Above is a screenshot of the implementation of the VGG19 transfer learning with a dropout layer. It also took ~3 hours to train, but there was significant improvement in the validation accuracy and loss compared to without the dropout layer. 

![image.png](attachment:627b95d4-08b3-4080-9ce8-5f5f2b7c0d1d.png)

Plot generated outside of this notebook

![image.png](attachment:1107f594-76e1-4916-bc59-c6219dcfb715.png)

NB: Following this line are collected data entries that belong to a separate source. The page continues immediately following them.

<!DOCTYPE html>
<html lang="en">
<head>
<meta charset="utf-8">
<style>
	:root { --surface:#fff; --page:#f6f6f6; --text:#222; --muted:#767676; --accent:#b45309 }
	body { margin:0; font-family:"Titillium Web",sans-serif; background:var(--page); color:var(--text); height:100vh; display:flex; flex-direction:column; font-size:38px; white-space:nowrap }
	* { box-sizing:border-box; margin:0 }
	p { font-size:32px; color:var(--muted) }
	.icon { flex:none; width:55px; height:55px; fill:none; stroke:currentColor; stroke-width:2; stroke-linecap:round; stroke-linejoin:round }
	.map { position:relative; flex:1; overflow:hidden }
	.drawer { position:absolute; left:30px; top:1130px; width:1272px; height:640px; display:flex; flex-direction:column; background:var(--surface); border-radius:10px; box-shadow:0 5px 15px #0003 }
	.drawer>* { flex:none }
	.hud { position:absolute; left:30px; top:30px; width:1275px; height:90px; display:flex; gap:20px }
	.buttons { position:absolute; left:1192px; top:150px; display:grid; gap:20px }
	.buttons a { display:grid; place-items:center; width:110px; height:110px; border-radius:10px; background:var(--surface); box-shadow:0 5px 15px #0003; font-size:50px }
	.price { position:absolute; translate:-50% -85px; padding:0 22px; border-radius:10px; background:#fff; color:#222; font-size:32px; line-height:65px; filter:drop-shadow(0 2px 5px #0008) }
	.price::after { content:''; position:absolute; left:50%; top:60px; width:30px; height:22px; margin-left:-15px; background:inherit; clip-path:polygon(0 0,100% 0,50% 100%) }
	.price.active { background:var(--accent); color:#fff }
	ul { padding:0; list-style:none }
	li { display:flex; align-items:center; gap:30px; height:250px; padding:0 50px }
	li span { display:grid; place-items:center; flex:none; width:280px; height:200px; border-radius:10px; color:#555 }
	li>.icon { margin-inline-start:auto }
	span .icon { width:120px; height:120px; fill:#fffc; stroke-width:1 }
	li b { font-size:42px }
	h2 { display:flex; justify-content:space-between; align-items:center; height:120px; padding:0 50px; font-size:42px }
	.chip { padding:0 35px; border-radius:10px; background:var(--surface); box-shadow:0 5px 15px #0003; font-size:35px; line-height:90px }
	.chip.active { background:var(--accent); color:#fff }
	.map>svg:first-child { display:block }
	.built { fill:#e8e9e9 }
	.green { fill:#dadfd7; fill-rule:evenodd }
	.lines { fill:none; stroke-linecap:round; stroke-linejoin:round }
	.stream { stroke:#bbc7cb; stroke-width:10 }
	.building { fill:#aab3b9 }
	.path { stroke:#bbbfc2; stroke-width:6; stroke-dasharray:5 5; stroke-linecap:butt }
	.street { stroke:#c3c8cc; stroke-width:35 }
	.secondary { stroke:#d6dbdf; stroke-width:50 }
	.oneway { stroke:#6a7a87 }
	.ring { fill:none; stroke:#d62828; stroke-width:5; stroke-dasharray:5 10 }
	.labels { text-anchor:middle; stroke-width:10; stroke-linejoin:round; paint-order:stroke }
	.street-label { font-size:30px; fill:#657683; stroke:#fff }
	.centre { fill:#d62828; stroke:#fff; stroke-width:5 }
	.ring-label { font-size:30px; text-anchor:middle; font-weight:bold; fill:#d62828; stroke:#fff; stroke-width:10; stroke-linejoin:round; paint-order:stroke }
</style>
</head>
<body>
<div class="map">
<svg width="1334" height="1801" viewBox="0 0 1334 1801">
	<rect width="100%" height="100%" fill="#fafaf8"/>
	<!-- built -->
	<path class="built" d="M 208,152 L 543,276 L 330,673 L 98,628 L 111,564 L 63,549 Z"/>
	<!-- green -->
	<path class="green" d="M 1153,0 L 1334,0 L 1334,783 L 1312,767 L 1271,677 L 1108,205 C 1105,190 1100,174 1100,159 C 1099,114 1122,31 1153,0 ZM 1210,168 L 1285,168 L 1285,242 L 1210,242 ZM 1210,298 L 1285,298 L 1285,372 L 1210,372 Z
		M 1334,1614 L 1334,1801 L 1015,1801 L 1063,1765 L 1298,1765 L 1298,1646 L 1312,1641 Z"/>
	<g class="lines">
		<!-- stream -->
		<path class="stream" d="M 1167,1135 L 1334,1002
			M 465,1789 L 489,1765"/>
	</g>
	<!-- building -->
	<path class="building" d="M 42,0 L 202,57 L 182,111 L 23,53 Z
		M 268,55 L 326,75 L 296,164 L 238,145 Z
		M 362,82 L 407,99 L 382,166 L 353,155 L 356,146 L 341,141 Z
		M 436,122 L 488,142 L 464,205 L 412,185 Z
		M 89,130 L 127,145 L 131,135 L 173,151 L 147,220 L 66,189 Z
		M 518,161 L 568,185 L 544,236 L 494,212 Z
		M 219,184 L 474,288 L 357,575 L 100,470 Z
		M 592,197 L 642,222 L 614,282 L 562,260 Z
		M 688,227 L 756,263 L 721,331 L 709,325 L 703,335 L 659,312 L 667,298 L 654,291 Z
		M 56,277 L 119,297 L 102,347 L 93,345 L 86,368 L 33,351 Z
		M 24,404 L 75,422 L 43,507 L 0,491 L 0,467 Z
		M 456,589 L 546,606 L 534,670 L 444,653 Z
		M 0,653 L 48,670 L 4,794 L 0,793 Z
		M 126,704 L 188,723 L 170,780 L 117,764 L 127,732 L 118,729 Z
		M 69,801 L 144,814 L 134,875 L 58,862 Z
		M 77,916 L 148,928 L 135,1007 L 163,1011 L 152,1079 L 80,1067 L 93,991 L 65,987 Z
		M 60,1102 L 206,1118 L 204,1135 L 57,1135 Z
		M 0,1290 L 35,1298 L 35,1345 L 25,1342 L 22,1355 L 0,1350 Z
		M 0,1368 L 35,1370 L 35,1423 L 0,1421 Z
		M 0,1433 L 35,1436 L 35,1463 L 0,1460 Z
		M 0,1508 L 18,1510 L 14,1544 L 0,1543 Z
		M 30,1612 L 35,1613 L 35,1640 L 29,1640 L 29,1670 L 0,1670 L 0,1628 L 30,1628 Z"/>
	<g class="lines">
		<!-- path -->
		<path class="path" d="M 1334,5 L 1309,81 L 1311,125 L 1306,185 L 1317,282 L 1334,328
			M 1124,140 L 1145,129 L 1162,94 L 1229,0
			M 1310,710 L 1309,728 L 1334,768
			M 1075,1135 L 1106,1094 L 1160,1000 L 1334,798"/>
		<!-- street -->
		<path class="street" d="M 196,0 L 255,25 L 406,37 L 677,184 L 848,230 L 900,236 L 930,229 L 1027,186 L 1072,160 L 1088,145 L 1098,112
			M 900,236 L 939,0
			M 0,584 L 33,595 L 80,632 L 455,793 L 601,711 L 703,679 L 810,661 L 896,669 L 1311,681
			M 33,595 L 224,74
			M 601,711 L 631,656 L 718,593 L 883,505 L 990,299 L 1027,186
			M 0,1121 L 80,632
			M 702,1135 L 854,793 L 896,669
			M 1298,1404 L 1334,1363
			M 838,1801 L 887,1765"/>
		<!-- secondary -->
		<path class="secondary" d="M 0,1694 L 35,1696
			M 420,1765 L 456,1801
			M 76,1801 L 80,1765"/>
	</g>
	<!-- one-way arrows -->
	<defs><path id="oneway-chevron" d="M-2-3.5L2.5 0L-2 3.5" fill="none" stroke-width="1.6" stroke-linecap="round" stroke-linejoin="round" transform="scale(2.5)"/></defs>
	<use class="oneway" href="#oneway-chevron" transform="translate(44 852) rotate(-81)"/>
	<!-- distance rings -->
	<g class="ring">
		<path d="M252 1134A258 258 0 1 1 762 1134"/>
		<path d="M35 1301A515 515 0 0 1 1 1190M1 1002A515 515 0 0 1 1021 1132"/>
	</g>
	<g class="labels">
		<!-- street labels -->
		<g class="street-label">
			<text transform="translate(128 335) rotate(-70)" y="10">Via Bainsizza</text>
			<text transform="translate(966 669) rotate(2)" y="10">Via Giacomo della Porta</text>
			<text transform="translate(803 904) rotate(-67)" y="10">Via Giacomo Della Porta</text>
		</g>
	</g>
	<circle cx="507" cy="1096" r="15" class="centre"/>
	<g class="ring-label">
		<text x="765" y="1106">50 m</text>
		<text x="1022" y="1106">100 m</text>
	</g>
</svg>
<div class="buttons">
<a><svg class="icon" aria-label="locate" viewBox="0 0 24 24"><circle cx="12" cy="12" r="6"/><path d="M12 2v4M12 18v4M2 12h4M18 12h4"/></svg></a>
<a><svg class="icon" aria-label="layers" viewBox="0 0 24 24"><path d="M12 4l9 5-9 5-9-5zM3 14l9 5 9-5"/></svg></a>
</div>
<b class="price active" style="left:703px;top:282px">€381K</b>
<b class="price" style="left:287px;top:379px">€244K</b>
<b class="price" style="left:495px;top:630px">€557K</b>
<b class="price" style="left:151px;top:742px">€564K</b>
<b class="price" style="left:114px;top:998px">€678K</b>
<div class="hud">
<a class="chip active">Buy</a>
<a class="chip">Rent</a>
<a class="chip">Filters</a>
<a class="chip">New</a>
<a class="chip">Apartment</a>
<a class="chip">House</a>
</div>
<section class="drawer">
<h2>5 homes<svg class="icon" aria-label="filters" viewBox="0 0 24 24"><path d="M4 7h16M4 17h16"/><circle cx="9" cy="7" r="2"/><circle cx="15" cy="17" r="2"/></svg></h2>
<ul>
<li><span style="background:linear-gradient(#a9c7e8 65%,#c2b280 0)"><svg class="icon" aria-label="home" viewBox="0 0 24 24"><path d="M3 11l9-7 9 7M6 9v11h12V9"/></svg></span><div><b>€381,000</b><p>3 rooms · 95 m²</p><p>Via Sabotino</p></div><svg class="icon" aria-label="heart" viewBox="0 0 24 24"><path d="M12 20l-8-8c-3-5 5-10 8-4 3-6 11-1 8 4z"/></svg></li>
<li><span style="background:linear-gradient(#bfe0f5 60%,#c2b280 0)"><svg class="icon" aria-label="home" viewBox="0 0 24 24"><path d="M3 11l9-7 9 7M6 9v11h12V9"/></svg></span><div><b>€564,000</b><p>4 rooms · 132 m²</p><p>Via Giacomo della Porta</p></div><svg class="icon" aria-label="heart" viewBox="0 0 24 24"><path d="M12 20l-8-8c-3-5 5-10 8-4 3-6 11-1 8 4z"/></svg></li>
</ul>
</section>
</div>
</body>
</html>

Plot generated outside of this notebook

In [None]:
Test_images=Preprocessed_images.flow_from_dataframe(dataframe=Test, x_col='path', y_col='label', batch_size=batch_size, class_mode='categorical', target_size=(128,128), color_mode='rgb', validate_filenames=False)
Test_loss, Test_Accuracy = model_do.evaluate(Test_images)
print("Test Loss = " + str(Test_loss))
print("Test Accuracy = " + str(Test_Accuracy))

![image.png](attachment:4c2aba11-fef5-479e-94a9-5aa946105e5a.png)

While the test accuracy was a few percentage points lower than the validation of the last epoch, it is reasonably close. The challenge here was the limited resources to run VGG_19 epochs, but it is a good model.